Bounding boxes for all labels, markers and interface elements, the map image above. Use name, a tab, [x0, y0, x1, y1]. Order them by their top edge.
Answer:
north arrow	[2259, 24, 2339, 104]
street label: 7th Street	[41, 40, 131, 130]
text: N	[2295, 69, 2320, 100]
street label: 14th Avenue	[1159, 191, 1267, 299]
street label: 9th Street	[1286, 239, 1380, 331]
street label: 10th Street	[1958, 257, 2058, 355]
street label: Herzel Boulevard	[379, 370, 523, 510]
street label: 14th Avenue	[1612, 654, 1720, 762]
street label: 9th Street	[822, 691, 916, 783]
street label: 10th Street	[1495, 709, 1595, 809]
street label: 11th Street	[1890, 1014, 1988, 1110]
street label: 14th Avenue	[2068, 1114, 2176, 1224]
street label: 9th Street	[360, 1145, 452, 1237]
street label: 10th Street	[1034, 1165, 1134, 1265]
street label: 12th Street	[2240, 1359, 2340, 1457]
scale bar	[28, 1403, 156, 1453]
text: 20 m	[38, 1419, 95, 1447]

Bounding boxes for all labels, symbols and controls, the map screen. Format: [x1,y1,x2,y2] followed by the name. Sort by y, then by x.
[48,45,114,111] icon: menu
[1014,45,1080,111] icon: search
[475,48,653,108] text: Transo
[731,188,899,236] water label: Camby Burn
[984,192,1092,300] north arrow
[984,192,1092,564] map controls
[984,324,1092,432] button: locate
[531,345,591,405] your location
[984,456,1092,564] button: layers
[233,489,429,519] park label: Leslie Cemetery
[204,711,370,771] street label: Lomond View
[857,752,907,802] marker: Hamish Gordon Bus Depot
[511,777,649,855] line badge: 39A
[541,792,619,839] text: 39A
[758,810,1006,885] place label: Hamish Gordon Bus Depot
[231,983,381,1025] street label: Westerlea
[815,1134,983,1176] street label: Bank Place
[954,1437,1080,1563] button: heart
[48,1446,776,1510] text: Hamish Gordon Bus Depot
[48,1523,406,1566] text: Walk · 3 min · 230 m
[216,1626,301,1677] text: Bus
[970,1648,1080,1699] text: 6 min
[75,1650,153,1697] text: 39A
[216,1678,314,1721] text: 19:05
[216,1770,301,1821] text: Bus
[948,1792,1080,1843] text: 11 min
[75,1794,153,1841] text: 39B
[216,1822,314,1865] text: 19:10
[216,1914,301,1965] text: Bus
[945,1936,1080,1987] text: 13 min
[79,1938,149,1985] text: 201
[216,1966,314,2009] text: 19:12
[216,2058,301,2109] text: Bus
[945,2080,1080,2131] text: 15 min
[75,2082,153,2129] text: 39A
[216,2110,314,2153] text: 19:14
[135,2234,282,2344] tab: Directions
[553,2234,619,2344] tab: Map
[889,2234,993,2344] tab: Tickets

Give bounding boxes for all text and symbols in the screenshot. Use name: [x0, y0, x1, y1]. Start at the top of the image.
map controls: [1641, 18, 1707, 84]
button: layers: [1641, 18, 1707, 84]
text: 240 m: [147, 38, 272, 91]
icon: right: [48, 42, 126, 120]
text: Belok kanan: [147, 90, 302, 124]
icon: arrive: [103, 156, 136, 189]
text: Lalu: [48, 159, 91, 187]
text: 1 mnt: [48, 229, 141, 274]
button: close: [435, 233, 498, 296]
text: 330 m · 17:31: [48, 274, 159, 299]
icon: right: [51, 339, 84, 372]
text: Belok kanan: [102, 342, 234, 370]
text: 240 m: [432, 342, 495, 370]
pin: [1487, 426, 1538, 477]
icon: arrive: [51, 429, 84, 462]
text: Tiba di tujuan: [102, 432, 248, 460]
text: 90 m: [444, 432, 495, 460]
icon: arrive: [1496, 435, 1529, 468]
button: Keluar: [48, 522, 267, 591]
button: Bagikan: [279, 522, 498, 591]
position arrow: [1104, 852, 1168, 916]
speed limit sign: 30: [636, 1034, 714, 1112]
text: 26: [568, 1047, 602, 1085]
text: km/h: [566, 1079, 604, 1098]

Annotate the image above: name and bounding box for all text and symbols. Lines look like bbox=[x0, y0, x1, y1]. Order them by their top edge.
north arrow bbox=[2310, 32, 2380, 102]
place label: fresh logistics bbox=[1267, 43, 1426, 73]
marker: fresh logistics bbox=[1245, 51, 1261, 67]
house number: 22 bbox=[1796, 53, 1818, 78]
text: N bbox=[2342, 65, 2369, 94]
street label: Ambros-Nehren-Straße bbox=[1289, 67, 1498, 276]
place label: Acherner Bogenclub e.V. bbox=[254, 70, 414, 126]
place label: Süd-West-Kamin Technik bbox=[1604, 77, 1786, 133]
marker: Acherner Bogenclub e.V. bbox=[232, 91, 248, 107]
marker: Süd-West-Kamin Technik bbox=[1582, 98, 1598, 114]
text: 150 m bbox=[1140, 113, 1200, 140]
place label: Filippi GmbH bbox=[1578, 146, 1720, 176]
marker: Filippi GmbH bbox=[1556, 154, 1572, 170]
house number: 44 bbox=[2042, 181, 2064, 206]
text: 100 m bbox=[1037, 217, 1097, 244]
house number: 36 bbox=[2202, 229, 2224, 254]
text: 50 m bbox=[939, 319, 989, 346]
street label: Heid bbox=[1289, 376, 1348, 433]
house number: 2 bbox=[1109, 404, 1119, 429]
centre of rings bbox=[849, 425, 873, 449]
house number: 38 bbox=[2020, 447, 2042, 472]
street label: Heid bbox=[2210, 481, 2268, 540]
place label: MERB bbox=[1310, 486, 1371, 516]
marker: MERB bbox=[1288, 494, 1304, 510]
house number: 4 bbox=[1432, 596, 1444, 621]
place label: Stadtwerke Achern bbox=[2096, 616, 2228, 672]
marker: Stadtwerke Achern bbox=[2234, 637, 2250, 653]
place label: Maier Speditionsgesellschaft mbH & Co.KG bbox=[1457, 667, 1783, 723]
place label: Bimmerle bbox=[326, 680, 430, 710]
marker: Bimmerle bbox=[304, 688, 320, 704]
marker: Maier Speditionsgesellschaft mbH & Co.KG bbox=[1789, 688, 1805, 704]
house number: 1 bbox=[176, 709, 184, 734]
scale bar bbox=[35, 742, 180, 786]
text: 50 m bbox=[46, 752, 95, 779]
• • • • •
[PROBLEM]:
All of the data above is to be given again, word for word.

[RESPONSE FOR THIS EXERCISE]:
Bounding boxes for all labels, markers and interface elements, the map image above. Use name, a tab, [x0, y0, x1, y1]. Order them by their top edge.
Answer:
north arrow	[2259, 24, 2339, 104]
street label: 7th Street	[41, 40, 131, 130]
text: N	[2295, 69, 2320, 100]
street label: 14th Avenue	[1159, 191, 1267, 299]
street label: 9th Street	[1286, 239, 1380, 331]
street label: 10th Street	[1958, 257, 2058, 355]
street label: Herzel Boulevard	[379, 370, 523, 510]
street label: 14th Avenue	[1612, 654, 1720, 762]
street label: 9th Street	[822, 691, 916, 783]
street label: 10th Street	[1495, 709, 1595, 809]
street label: 11th Street	[1890, 1014, 1988, 1110]
street label: 14th Avenue	[2068, 1114, 2176, 1224]
street label: 9th Street	[360, 1145, 452, 1237]
street label: 10th Street	[1034, 1165, 1134, 1265]
street label: 12th Street	[2240, 1359, 2340, 1457]
scale bar	[28, 1403, 156, 1453]
text: 20 m	[38, 1419, 95, 1447]

Bounding boxes for all labels, symbols and controls, the map screen. Format: [x1,y1,x2,y2] followed by the name. Sort by y, then by x.
[48,45,114,111] icon: menu
[1014,45,1080,111] icon: search
[475,48,653,108] text: Transo
[731,188,899,236] water label: Camby Burn
[984,192,1092,300] north arrow
[984,192,1092,564] map controls
[984,324,1092,432] button: locate
[531,345,591,405] your location
[984,456,1092,564] button: layers
[233,489,429,519] park label: Leslie Cemetery
[204,711,370,771] street label: Lomond View
[857,752,907,802] marker: Hamish Gordon Bus Depot
[511,777,649,855] line badge: 39A
[541,792,619,839] text: 39A
[758,810,1006,885] place label: Hamish Gordon Bus Depot
[231,983,381,1025] street label: Westerlea
[815,1134,983,1176] street label: Bank Place
[954,1437,1080,1563] button: heart
[48,1446,776,1510] text: Hamish Gordon Bus Depot
[48,1523,406,1566] text: Walk · 3 min · 230 m
[216,1626,301,1677] text: Bus
[970,1648,1080,1699] text: 6 min
[75,1650,153,1697] text: 39A
[216,1678,314,1721] text: 19:05
[216,1770,301,1821] text: Bus
[948,1792,1080,1843] text: 11 min
[75,1794,153,1841] text: 39B
[216,1822,314,1865] text: 19:10
[216,1914,301,1965] text: Bus
[945,1936,1080,1987] text: 13 min
[79,1938,149,1985] text: 201
[216,1966,314,2009] text: 19:12
[216,2058,301,2109] text: Bus
[945,2080,1080,2131] text: 15 min
[75,2082,153,2129] text: 39A
[216,2110,314,2153] text: 19:14
[135,2234,282,2344] tab: Directions
[553,2234,619,2344] tab: Map
[889,2234,993,2344] tab: Tickets

Give bounding boxes for all text and symbols in the screenshot. Use name: [x0, y0, x1, y1]. Start at the top of the image.
map controls: [1641, 18, 1707, 84]
button: layers: [1641, 18, 1707, 84]
text: 240 m: [147, 38, 272, 91]
icon: right: [48, 42, 126, 120]
text: Belok kanan: [147, 90, 302, 124]
icon: arrive: [103, 156, 136, 189]
text: Lalu: [48, 159, 91, 187]
text: 1 mnt: [48, 229, 141, 274]
button: close: [435, 233, 498, 296]
text: 330 m · 17:31: [48, 274, 159, 299]
icon: right: [51, 339, 84, 372]
text: Belok kanan: [102, 342, 234, 370]
text: 240 m: [432, 342, 495, 370]
pin: [1487, 426, 1538, 477]
icon: arrive: [51, 429, 84, 462]
text: Tiba di tujuan: [102, 432, 248, 460]
text: 90 m: [444, 432, 495, 460]
icon: arrive: [1496, 435, 1529, 468]
button: Keluar: [48, 522, 267, 591]
button: Bagikan: [279, 522, 498, 591]
position arrow: [1104, 852, 1168, 916]
speed limit sign: 30: [636, 1034, 714, 1112]
text: 26: [568, 1047, 602, 1085]
text: km/h: [566, 1079, 604, 1098]

Annotate the image above: name and bounding box for all text and symbols. Lines look like bbox=[x0, y0, x1, y1]. Order them by their top edge.
north arrow bbox=[2310, 32, 2380, 102]
place label: fresh logistics bbox=[1267, 43, 1426, 73]
marker: fresh logistics bbox=[1245, 51, 1261, 67]
house number: 22 bbox=[1796, 53, 1818, 78]
text: N bbox=[2342, 65, 2369, 94]
street label: Ambros-Nehren-Straße bbox=[1289, 67, 1498, 276]
place label: Acherner Bogenclub e.V. bbox=[254, 70, 414, 126]
place label: Süd-West-Kamin Technik bbox=[1604, 77, 1786, 133]
marker: Acherner Bogenclub e.V. bbox=[232, 91, 248, 107]
marker: Süd-West-Kamin Technik bbox=[1582, 98, 1598, 114]
text: 150 m bbox=[1140, 113, 1200, 140]
place label: Filippi GmbH bbox=[1578, 146, 1720, 176]
marker: Filippi GmbH bbox=[1556, 154, 1572, 170]
house number: 44 bbox=[2042, 181, 2064, 206]
text: 100 m bbox=[1037, 217, 1097, 244]
house number: 36 bbox=[2202, 229, 2224, 254]
text: 50 m bbox=[939, 319, 989, 346]
street label: Heid bbox=[1289, 376, 1348, 433]
house number: 2 bbox=[1109, 404, 1119, 429]
centre of rings bbox=[849, 425, 873, 449]
house number: 38 bbox=[2020, 447, 2042, 472]
street label: Heid bbox=[2210, 481, 2268, 540]
place label: MERB bbox=[1310, 486, 1371, 516]
marker: MERB bbox=[1288, 494, 1304, 510]
house number: 4 bbox=[1432, 596, 1444, 621]
place label: Stadtwerke Achern bbox=[2096, 616, 2228, 672]
marker: Stadtwerke Achern bbox=[2234, 637, 2250, 653]
place label: Maier Speditionsgesellschaft mbH & Co.KG bbox=[1457, 667, 1783, 723]
place label: Bimmerle bbox=[326, 680, 430, 710]
marker: Bimmerle bbox=[304, 688, 320, 704]
marker: Maier Speditionsgesellschaft mbH & Co.KG bbox=[1789, 688, 1805, 704]
house number: 1 bbox=[176, 709, 184, 734]
scale bar bbox=[35, 742, 180, 786]
text: 50 m bbox=[46, 752, 95, 779]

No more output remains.